TASK TO COMPLETE:
A faithful copy is needed. Set down all of the data below exactly.

(Stored items)
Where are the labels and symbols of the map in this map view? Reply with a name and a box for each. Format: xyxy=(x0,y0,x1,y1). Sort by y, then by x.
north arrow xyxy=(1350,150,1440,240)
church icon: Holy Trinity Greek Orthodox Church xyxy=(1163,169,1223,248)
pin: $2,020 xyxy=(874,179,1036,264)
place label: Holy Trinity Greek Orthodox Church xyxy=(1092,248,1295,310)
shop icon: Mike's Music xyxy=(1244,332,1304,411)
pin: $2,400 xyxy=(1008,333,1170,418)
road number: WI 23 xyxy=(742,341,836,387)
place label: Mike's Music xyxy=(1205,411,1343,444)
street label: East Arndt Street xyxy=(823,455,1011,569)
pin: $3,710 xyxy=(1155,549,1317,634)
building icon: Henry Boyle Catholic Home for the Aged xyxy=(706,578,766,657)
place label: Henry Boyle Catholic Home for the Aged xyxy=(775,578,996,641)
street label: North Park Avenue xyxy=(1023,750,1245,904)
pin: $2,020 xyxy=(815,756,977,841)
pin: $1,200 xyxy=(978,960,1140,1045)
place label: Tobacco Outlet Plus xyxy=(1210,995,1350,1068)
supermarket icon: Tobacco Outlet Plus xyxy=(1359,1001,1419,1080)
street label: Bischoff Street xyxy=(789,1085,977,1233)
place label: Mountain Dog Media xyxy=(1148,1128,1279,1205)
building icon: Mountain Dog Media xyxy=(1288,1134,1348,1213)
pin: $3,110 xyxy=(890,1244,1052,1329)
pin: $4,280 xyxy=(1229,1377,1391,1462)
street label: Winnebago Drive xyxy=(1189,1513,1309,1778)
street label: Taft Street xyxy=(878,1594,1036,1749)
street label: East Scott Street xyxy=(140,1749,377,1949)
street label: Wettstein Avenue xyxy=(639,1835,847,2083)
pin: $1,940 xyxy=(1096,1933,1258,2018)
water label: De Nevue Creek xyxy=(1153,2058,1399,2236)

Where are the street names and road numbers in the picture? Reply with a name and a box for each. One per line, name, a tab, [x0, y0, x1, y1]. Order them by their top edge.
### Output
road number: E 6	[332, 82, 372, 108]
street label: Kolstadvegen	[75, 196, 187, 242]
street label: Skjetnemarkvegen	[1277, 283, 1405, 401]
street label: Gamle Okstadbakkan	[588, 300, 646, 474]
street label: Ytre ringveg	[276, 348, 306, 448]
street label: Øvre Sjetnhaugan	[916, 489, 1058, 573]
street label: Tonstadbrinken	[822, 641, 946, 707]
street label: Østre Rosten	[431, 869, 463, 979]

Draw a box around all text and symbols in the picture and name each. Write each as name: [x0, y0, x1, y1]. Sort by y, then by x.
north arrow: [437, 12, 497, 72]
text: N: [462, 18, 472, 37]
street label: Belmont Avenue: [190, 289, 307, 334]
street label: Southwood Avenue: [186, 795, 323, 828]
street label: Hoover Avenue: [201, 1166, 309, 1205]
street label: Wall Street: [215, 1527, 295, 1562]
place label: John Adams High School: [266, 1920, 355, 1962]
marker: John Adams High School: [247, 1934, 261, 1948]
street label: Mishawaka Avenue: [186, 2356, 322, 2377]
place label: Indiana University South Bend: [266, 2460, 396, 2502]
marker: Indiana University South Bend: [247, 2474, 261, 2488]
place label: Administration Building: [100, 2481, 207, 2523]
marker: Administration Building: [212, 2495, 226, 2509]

TASK ANSWER:
Where are the labels and symbols of the map in this map view? Reply with a name and a box for each. Format: xyxy=(x0,y0,x1,y1). Sort by y, then by x.
north arrow xyxy=(1350,150,1440,240)
church icon: Holy Trinity Greek Orthodox Church xyxy=(1163,169,1223,248)
pin: $2,020 xyxy=(874,179,1036,264)
place label: Holy Trinity Greek Orthodox Church xyxy=(1092,248,1295,310)
shop icon: Mike's Music xyxy=(1244,332,1304,411)
pin: $2,400 xyxy=(1008,333,1170,418)
road number: WI 23 xyxy=(742,341,836,387)
place label: Mike's Music xyxy=(1205,411,1343,444)
street label: East Arndt Street xyxy=(823,455,1011,569)
pin: $3,710 xyxy=(1155,549,1317,634)
building icon: Henry Boyle Catholic Home for the Aged xyxy=(706,578,766,657)
place label: Henry Boyle Catholic Home for the Aged xyxy=(775,578,996,641)
street label: North Park Avenue xyxy=(1023,750,1245,904)
pin: $2,020 xyxy=(815,756,977,841)
pin: $1,200 xyxy=(978,960,1140,1045)
place label: Tobacco Outlet Plus xyxy=(1210,995,1350,1068)
supermarket icon: Tobacco Outlet Plus xyxy=(1359,1001,1419,1080)
street label: Bischoff Street xyxy=(789,1085,977,1233)
place label: Mountain Dog Media xyxy=(1148,1128,1279,1205)
building icon: Mountain Dog Media xyxy=(1288,1134,1348,1213)
pin: $3,110 xyxy=(890,1244,1052,1329)
pin: $4,280 xyxy=(1229,1377,1391,1462)
street label: Winnebago Drive xyxy=(1189,1513,1309,1778)
street label: Taft Street xyxy=(878,1594,1036,1749)
street label: East Scott Street xyxy=(140,1749,377,1949)
street label: Wettstein Avenue xyxy=(639,1835,847,2083)
pin: $1,940 xyxy=(1096,1933,1258,2018)
water label: De Nevue Creek xyxy=(1153,2058,1399,2236)

Where are the street names and road numbers in the picture? Reply with a name and a box for each. One per line, name, a tab, [x0, y0, x1, y1]. Order them by their top edge.
### Output
road number: E 6	[332, 82, 372, 108]
street label: Kolstadvegen	[75, 196, 187, 242]
street label: Skjetnemarkvegen	[1277, 283, 1405, 401]
street label: Gamle Okstadbakkan	[588, 300, 646, 474]
street label: Ytre ringveg	[276, 348, 306, 448]
street label: Øvre Sjetnhaugan	[916, 489, 1058, 573]
street label: Tonstadbrinken	[822, 641, 946, 707]
street label: Østre Rosten	[431, 869, 463, 979]

Draw a box around all text and symbols in the picture and name each. Write each as name: [x0, y0, x1, y1]. Sort by y, then by x.
north arrow: [437, 12, 497, 72]
text: N: [462, 18, 472, 37]
street label: Belmont Avenue: [190, 289, 307, 334]
street label: Southwood Avenue: [186, 795, 323, 828]
street label: Hoover Avenue: [201, 1166, 309, 1205]
street label: Wall Street: [215, 1527, 295, 1562]
place label: John Adams High School: [266, 1920, 355, 1962]
marker: John Adams High School: [247, 1934, 261, 1948]
street label: Mishawaka Avenue: [186, 2356, 322, 2377]
place label: Indiana University South Bend: [266, 2460, 396, 2502]
marker: Indiana University South Bend: [247, 2474, 261, 2488]
place label: Administration Building: [100, 2481, 207, 2523]
marker: Administration Building: [212, 2495, 226, 2509]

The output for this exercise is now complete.